WHAT TO PRODUCE: The expected output is each line in the data below that includes the string "block".

[Collected data entries]
----------

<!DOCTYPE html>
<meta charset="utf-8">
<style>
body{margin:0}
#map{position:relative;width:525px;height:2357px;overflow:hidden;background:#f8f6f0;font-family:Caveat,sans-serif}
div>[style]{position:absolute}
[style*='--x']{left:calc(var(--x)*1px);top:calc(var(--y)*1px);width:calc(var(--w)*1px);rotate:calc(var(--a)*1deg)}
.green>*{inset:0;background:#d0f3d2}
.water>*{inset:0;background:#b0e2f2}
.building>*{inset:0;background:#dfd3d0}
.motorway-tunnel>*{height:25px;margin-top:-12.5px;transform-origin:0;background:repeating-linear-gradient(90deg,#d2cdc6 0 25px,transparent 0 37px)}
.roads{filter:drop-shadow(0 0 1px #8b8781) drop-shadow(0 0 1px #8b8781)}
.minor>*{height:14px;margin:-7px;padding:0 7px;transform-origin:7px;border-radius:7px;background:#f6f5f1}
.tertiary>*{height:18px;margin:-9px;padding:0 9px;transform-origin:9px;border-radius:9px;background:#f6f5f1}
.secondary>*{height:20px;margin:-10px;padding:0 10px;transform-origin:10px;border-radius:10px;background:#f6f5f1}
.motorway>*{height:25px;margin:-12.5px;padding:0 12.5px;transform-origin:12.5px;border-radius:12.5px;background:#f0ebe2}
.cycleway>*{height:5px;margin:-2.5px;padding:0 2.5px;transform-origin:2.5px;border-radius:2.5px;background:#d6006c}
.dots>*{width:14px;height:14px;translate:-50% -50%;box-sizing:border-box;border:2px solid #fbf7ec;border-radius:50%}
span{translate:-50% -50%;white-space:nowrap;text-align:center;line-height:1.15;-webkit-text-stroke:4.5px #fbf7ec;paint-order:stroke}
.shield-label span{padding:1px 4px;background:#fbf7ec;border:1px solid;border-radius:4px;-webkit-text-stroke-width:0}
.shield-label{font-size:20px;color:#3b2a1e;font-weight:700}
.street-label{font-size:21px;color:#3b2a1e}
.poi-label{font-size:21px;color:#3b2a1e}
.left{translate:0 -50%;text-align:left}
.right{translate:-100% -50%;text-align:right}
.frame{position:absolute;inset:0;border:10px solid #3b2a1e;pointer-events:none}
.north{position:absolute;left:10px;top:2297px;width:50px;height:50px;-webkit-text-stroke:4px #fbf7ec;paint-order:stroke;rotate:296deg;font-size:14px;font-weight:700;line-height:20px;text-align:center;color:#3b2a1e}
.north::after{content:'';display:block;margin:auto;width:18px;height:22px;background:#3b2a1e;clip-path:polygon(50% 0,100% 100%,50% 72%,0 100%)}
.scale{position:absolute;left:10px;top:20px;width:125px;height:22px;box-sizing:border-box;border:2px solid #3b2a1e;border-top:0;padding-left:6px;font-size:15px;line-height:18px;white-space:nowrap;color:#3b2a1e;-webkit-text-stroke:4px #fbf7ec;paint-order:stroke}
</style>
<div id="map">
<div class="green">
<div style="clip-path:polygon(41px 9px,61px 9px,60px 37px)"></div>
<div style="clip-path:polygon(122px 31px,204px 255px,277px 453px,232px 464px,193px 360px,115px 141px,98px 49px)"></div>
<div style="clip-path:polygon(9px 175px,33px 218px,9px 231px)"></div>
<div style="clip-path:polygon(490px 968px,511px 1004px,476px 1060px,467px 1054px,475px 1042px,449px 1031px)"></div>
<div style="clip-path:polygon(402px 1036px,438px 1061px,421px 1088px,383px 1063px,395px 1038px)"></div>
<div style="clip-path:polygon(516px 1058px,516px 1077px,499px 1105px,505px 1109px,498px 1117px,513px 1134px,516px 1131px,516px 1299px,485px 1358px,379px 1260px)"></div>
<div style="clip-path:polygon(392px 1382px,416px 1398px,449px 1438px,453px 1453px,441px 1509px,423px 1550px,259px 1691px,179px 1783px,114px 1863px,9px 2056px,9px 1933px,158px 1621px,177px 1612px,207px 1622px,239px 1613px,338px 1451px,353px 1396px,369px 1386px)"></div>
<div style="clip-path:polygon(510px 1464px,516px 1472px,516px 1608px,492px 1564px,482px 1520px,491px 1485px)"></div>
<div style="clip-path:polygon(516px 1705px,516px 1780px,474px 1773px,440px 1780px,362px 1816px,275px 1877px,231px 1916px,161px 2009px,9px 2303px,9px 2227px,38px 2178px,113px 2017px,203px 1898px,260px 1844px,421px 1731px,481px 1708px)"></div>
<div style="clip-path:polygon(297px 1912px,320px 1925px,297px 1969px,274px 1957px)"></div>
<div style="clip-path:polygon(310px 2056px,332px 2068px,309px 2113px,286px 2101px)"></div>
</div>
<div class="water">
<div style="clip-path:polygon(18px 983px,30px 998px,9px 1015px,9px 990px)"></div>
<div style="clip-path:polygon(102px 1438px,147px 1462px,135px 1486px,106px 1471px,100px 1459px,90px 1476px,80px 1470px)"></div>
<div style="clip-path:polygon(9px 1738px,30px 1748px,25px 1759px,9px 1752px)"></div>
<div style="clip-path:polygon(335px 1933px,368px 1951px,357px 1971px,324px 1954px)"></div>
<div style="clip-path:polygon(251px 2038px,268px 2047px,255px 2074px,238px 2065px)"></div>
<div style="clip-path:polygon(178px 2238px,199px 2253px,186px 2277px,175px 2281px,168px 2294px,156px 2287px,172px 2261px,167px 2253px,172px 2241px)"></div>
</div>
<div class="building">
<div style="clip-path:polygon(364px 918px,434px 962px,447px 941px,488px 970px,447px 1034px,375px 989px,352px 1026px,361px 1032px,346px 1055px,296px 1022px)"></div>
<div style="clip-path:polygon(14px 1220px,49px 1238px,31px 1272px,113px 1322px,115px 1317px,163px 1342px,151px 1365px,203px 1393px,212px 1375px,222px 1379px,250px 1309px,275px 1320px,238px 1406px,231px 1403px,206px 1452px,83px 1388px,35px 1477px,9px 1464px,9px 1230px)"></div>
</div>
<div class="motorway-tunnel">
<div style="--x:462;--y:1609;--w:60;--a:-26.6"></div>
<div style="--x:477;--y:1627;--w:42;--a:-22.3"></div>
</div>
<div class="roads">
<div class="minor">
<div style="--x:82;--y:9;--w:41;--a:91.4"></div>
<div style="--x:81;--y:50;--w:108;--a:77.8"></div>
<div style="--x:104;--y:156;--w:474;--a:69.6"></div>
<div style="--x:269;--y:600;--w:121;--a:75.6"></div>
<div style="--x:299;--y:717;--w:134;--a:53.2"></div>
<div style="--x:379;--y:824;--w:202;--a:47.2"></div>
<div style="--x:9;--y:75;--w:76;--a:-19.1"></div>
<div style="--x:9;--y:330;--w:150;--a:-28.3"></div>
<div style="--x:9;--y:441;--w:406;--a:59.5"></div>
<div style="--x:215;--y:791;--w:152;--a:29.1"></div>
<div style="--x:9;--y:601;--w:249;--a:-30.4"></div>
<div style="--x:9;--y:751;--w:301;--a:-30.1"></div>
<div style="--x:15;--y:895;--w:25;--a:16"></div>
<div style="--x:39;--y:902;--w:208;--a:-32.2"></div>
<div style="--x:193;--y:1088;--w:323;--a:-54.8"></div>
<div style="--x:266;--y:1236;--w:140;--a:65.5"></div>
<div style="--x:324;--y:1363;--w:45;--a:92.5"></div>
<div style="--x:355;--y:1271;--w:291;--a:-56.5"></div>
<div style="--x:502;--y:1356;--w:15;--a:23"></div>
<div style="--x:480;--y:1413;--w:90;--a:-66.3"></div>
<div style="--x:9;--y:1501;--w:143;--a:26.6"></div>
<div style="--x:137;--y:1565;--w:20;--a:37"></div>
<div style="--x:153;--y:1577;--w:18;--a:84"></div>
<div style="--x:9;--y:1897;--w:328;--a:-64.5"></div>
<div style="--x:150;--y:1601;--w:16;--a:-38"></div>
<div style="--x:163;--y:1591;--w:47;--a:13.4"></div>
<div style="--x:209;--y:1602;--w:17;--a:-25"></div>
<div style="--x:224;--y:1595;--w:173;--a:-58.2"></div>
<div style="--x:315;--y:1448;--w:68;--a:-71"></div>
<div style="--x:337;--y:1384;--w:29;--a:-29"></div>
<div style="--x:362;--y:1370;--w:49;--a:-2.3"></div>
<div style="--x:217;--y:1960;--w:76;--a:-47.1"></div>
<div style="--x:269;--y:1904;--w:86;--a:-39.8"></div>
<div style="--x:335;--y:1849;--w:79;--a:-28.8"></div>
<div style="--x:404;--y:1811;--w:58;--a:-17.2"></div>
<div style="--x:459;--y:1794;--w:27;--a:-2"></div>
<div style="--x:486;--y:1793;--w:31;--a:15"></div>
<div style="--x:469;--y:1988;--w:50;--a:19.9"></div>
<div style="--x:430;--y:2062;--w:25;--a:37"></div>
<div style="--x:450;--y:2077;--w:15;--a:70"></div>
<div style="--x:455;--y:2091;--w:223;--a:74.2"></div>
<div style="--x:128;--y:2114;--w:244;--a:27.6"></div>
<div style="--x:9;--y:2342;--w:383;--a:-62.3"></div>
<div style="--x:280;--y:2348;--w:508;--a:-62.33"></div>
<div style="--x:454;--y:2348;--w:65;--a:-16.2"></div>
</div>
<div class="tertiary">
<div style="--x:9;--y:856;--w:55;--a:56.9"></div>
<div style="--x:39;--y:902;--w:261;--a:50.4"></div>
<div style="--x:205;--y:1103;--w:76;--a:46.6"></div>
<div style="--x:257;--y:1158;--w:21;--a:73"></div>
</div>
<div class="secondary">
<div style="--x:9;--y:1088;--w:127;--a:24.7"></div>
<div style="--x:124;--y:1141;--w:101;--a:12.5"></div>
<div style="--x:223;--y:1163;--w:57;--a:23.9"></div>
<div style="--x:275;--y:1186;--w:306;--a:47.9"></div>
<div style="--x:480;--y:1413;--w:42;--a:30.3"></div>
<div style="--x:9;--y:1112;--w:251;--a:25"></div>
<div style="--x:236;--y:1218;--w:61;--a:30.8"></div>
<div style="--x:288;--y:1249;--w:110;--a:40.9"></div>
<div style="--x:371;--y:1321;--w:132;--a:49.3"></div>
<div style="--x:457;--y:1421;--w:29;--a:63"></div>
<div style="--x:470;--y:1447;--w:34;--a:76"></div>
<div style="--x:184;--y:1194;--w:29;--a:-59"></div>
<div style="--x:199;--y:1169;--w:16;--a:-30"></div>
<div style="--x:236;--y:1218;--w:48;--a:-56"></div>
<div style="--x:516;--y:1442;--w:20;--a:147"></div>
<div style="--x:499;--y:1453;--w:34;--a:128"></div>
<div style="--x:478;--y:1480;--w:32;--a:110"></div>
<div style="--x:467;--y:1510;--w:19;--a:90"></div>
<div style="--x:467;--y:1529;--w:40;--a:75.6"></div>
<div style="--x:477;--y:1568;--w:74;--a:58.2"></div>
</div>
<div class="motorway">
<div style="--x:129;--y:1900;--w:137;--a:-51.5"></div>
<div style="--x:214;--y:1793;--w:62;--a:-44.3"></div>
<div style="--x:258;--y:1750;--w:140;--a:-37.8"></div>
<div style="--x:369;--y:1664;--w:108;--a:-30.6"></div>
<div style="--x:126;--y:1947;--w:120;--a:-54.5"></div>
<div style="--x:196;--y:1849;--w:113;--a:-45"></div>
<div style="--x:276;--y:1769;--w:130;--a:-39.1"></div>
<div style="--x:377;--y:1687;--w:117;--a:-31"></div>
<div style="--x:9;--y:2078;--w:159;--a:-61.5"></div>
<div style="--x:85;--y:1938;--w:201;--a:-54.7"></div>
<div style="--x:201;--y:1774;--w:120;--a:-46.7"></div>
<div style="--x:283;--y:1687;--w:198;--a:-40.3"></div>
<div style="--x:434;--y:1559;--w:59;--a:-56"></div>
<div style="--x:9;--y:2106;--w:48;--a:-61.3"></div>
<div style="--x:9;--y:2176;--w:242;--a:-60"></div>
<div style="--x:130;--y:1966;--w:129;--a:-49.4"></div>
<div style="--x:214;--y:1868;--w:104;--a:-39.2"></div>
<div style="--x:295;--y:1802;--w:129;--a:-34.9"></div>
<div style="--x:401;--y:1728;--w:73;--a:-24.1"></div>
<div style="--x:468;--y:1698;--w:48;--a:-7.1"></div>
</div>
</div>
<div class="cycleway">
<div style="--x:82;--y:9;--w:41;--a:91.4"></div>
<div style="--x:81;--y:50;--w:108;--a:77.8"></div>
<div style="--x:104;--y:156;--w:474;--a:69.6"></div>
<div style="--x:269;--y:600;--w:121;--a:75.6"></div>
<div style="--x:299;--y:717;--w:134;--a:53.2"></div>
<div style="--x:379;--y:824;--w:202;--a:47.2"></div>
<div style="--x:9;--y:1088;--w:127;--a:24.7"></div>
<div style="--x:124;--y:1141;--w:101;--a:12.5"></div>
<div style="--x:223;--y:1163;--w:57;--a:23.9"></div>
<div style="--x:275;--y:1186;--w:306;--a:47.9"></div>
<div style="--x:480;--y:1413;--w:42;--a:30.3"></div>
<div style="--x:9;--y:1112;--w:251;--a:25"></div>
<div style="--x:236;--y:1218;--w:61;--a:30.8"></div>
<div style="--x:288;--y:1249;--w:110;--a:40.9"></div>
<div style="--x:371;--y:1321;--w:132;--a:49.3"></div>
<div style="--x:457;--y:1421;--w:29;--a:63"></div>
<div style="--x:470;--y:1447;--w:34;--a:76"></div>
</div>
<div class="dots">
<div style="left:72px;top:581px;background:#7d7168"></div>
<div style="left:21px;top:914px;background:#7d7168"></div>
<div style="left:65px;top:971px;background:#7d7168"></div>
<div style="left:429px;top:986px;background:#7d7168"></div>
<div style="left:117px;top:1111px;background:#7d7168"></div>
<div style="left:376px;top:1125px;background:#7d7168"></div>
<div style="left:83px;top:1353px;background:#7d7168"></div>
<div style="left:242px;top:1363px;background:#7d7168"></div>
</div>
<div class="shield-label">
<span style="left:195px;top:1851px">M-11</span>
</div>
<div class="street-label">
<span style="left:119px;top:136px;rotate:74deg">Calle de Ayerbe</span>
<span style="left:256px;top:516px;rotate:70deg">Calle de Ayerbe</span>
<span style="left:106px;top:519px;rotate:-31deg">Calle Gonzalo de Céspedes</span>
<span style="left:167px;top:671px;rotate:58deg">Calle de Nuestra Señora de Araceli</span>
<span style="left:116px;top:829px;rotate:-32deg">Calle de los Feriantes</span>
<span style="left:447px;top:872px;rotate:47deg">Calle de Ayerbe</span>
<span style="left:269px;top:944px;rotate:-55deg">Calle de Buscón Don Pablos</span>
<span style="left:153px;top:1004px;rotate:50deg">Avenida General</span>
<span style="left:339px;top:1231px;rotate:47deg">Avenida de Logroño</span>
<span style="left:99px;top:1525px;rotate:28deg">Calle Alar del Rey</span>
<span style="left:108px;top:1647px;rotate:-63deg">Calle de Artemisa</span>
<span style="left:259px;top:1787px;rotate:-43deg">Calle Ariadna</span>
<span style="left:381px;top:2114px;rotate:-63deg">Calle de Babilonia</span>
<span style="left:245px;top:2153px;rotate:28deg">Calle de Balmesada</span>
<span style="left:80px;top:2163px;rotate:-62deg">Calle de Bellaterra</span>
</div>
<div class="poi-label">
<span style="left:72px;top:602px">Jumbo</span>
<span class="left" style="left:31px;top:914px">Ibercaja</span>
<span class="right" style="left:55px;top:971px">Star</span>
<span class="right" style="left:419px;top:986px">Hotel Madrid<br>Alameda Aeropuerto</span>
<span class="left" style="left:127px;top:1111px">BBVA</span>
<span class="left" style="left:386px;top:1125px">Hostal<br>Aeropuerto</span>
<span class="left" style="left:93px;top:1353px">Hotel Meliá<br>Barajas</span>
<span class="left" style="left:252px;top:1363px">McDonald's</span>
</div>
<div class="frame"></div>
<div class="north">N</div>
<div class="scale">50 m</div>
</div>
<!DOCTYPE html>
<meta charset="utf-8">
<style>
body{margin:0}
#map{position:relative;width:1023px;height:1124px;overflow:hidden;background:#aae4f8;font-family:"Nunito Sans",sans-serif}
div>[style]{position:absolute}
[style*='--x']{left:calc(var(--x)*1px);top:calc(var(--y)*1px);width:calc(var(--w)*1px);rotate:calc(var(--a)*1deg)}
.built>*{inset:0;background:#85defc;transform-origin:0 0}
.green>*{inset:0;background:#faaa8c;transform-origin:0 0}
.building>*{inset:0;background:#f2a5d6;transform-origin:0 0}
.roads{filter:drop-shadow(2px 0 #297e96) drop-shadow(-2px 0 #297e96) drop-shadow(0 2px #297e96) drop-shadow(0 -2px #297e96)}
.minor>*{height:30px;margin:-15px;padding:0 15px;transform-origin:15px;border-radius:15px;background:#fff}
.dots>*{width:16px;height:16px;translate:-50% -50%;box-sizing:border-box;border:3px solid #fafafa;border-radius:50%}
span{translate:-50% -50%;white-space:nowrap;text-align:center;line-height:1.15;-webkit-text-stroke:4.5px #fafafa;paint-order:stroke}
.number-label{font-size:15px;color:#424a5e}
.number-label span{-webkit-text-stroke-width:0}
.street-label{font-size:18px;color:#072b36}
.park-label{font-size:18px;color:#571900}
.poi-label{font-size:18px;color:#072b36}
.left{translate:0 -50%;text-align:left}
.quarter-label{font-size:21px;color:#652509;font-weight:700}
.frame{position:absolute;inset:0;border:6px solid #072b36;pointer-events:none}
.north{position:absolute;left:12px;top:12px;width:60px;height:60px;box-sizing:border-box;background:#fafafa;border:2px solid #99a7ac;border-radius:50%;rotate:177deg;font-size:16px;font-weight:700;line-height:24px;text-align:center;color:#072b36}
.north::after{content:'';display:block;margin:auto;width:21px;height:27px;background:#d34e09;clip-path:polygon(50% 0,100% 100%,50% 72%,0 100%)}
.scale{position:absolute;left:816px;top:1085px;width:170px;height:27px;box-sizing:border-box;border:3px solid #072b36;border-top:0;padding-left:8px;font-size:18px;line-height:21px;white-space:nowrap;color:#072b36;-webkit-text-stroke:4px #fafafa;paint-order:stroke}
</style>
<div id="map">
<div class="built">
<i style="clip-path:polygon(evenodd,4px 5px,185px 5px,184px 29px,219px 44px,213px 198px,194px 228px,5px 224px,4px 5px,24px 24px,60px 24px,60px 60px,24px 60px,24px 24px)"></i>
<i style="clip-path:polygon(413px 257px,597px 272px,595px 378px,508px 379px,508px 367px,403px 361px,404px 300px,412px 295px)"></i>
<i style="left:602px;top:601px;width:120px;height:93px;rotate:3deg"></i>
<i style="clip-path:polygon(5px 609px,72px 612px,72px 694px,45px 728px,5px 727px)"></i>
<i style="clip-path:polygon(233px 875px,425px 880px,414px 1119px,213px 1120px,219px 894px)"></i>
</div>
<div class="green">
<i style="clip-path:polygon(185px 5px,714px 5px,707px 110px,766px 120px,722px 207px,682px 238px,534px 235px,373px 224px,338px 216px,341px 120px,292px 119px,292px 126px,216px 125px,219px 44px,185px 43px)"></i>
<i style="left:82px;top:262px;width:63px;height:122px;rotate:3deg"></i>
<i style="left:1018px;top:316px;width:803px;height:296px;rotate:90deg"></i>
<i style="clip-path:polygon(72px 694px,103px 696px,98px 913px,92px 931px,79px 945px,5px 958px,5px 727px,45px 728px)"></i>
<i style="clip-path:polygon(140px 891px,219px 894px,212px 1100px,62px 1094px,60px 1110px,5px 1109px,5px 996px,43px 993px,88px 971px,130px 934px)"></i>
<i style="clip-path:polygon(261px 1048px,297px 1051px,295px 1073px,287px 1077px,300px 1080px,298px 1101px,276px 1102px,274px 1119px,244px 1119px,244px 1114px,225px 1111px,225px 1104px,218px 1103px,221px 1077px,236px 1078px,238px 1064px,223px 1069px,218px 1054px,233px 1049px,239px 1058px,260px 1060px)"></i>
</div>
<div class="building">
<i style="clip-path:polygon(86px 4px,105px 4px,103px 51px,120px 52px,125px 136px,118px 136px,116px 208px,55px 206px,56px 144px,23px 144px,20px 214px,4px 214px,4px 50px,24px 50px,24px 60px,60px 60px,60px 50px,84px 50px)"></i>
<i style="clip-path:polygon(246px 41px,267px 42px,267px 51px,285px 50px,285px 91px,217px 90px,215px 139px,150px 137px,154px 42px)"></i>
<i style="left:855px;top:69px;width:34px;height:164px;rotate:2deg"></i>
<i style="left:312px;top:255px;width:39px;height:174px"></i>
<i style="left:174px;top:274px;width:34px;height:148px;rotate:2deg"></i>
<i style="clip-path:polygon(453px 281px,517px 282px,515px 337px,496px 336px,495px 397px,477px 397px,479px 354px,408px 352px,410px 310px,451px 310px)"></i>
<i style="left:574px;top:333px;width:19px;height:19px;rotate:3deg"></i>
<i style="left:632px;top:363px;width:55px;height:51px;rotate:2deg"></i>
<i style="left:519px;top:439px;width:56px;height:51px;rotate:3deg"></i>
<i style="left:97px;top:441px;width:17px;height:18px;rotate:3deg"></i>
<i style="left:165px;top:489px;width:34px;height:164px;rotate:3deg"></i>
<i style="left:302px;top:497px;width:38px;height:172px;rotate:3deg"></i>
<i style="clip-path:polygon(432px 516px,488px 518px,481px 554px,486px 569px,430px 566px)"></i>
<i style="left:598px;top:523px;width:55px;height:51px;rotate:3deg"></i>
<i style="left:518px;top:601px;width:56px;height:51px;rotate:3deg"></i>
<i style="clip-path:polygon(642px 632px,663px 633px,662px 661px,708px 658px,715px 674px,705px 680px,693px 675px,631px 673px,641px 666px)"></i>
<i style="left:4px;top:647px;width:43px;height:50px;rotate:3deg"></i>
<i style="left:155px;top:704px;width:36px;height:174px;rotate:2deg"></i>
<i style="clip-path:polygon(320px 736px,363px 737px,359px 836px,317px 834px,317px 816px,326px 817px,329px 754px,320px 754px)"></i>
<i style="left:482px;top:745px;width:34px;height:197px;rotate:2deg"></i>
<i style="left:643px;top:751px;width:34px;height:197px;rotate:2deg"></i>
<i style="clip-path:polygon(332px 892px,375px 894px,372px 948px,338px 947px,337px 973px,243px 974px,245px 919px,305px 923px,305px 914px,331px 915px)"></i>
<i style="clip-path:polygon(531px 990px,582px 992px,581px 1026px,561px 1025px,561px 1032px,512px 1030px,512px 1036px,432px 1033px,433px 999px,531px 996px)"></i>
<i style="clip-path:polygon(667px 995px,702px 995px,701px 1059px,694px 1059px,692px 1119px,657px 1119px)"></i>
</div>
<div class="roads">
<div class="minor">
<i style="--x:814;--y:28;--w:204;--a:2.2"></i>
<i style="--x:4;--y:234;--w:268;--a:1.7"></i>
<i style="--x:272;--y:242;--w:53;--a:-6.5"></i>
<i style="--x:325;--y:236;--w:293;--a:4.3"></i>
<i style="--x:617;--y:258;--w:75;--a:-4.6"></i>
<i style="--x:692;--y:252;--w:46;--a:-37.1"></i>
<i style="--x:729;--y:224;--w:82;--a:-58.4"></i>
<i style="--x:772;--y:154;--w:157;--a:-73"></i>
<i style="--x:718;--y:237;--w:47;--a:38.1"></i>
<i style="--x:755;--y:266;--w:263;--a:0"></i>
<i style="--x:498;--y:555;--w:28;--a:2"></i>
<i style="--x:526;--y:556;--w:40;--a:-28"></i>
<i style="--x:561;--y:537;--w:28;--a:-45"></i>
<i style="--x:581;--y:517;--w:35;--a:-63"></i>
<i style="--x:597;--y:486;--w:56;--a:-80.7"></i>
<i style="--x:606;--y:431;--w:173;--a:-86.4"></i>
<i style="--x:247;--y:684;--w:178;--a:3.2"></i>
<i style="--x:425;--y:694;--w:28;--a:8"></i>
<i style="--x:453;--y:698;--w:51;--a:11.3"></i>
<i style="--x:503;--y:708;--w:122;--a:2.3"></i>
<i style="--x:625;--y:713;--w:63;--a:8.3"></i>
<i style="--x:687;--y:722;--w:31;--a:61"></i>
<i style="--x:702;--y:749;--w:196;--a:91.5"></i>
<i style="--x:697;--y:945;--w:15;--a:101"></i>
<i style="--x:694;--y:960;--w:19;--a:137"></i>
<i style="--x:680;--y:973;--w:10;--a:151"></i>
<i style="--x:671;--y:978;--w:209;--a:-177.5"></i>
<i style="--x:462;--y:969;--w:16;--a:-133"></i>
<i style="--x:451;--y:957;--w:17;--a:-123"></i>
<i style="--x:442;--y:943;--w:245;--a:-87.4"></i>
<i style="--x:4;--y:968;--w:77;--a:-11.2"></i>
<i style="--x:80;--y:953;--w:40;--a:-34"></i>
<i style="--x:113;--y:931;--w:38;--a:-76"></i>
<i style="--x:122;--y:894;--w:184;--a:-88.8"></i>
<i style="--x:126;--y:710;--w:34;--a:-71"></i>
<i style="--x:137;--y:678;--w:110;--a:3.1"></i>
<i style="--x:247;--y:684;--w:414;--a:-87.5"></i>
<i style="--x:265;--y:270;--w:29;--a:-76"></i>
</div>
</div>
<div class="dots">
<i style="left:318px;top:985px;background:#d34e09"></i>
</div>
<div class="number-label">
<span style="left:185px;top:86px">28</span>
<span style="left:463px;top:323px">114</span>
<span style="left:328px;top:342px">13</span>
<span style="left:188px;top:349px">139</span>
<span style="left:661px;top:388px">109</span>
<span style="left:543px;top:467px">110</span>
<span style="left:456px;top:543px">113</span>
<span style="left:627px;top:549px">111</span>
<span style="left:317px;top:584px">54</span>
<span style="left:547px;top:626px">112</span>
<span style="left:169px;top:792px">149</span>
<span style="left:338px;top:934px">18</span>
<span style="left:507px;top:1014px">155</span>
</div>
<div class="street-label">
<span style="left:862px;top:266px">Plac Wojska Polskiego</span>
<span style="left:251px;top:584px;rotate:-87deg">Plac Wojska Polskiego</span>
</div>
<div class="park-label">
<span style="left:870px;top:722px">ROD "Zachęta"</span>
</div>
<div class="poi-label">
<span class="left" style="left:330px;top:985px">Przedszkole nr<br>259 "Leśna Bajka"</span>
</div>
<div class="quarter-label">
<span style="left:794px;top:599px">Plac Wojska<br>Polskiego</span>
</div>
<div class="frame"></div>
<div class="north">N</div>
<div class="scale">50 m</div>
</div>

----------

RESPONSE TO THE TASK:
.north::after{content:'';display:block;margin:auto;width:18px;height:22px;background:#3b2a1e;clip-path:polygon(50% 0,100% 100%,50% 72%,0 100%)}
.north::after{content:'';display:block;margin:auto;width:21px;height:27px;background:#d34e09;clip-path:polygon(50% 0,100% 100%,50% 72%,0 100%)}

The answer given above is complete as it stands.